Sean Michael Wilson is a comics rennaissance man. He’s the editor of the Top Shelf’s AX Alternative Manga anthology, unveiled at the recent San Diego Comic-Con International, and has two manga adaptations in the works. His original graphic novel, The Story of Lee is forthcoming from NBM in February of 2011 and his adaptations for Classical Comics (which include Oscar Wilde’s The Canterville Ghost, Dickens’s Christmas Carol, Emily Bronte’s Wuthering Heights, and Sweeney Todd) come out beginning this month. PW Comics Week put a few questions to Wilson, about gekiga, his new projects with Kodansha, and the presumptions we have of the older manga reader.

PW Comics Week: How was Comic-Con?

Sean Michael Wilson: My first time in San Diego—at Comic-Con. I’m glad I went—the AX book was very well received (sold over 200 copies at the Top Shelf booth.) Volume two [of AX] is in the works. We’ve got the cover art but none of the contents so far. It took us so long to do volume one, I’m just enjoying it being out now. We’re working on Masahiko Matsumoto’s Cigarette Girl (Top Shelf). We announced this at Comic-Con. It’ll probably be ready in time for next year’s San Diego Comicon.

PWCW: Why gekiga?

SMW: The three main original gekiga creators are Yoshihiro Tatsumi who we know, Masahiko Matsumoto, and Yoshiharu Tsuge. Tatsumi is being covered by D&Q [which published his acclaimed memoir A Drifting Life). It’s fantastic that they’re covering his books so well.

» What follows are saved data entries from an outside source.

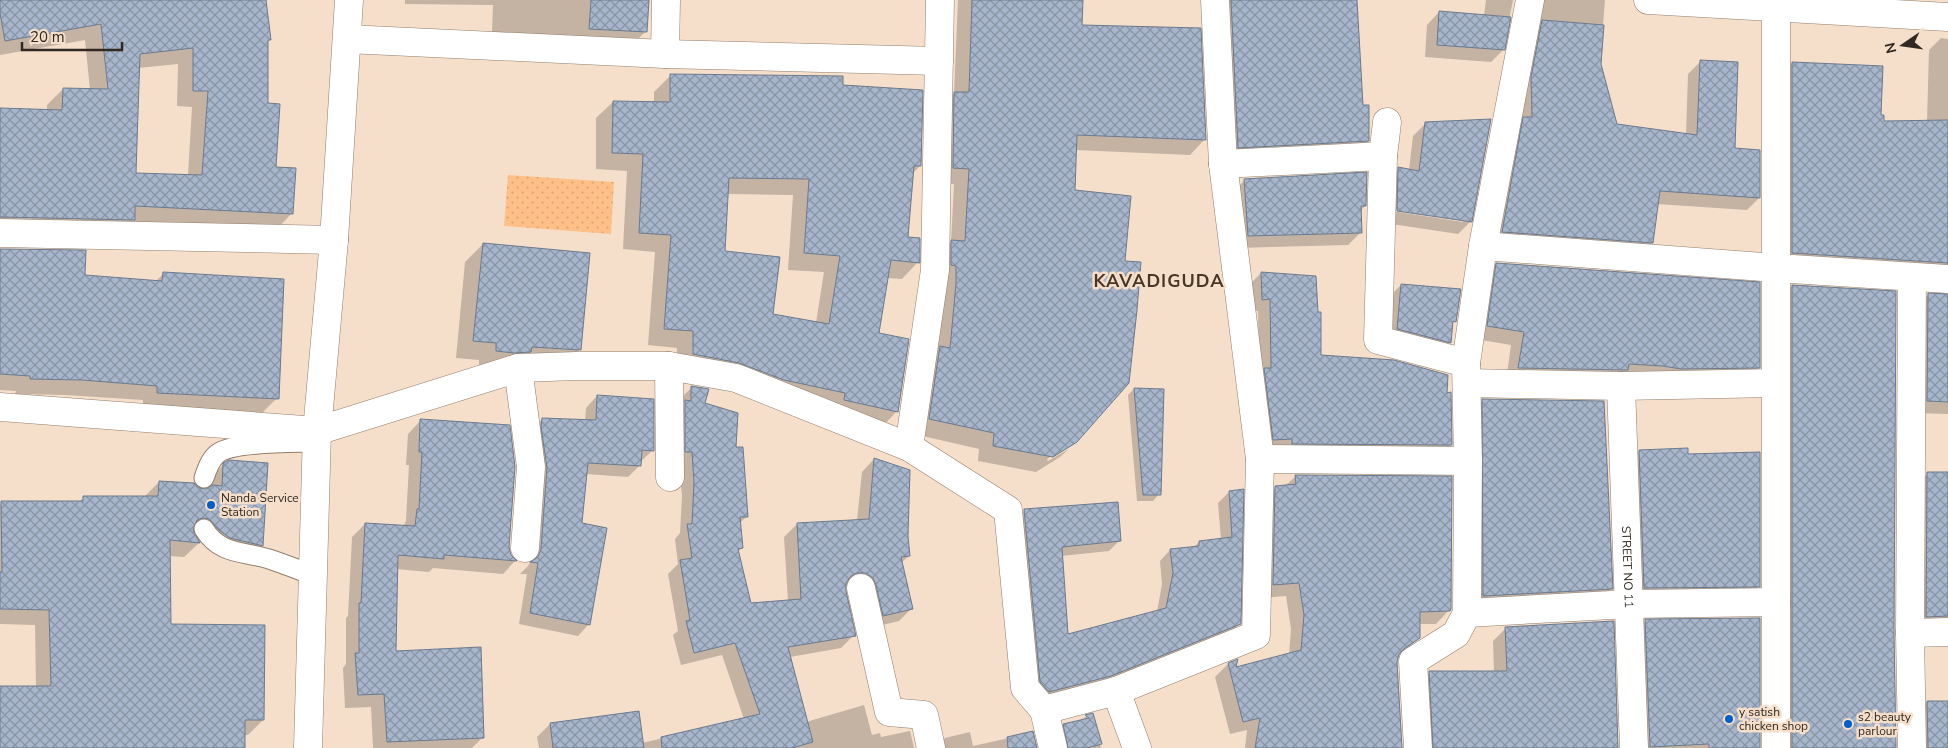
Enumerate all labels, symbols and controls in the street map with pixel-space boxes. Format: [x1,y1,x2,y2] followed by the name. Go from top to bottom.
[22,20,122,52] scale bar
[1878,20,1928,70] north arrow
[30,27,65,47] text: 20 m
[1880,41,1901,55] text: N
[1093,269,1225,293] district label: KAVADIGUDA
[221,490,299,520] place label: Nanda Service Station
[205,499,217,511] marker: Nanda Service Station
[1618,525,1637,608] street label: STREET NO 11
[1739,704,1808,734] place label: y satish chicken shop
[1858,709,1912,739] place label: s2 beauty parlour
[1723,713,1735,725] marker: y satish chicken shop
[1842,718,1854,730] marker: s2 beauty parlour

The other two are Matsumoto and Tsuge. Tsuge is refusing translation. We tried and Asakawa [editor of Garo and AX in Japan] has tried over several years. Hopefully he will agree somewhere in the future. His contribution is important to the maturation of manga in general. The other is Matsumoto. He died a few years ago, unfortunately. Asakawa has some interviews from before his death and Matsumoto’s son has allowed translation of his father’s work. We decided to go with Top Shelf again because we were impressed with their quality. Matsumotu is important to gekiga style and the mature focus and subject matter in manga from the 1950’s onward.

Tatsumi himself has indicated that he learned a lot from Matsumoto [in A Drifting Life]. This will be something better known as the book comes out. He was an instigator of the style and an influencer of Tatsumi. Cigarette Girl will help develop a better understanding of gekiga manga [in the West].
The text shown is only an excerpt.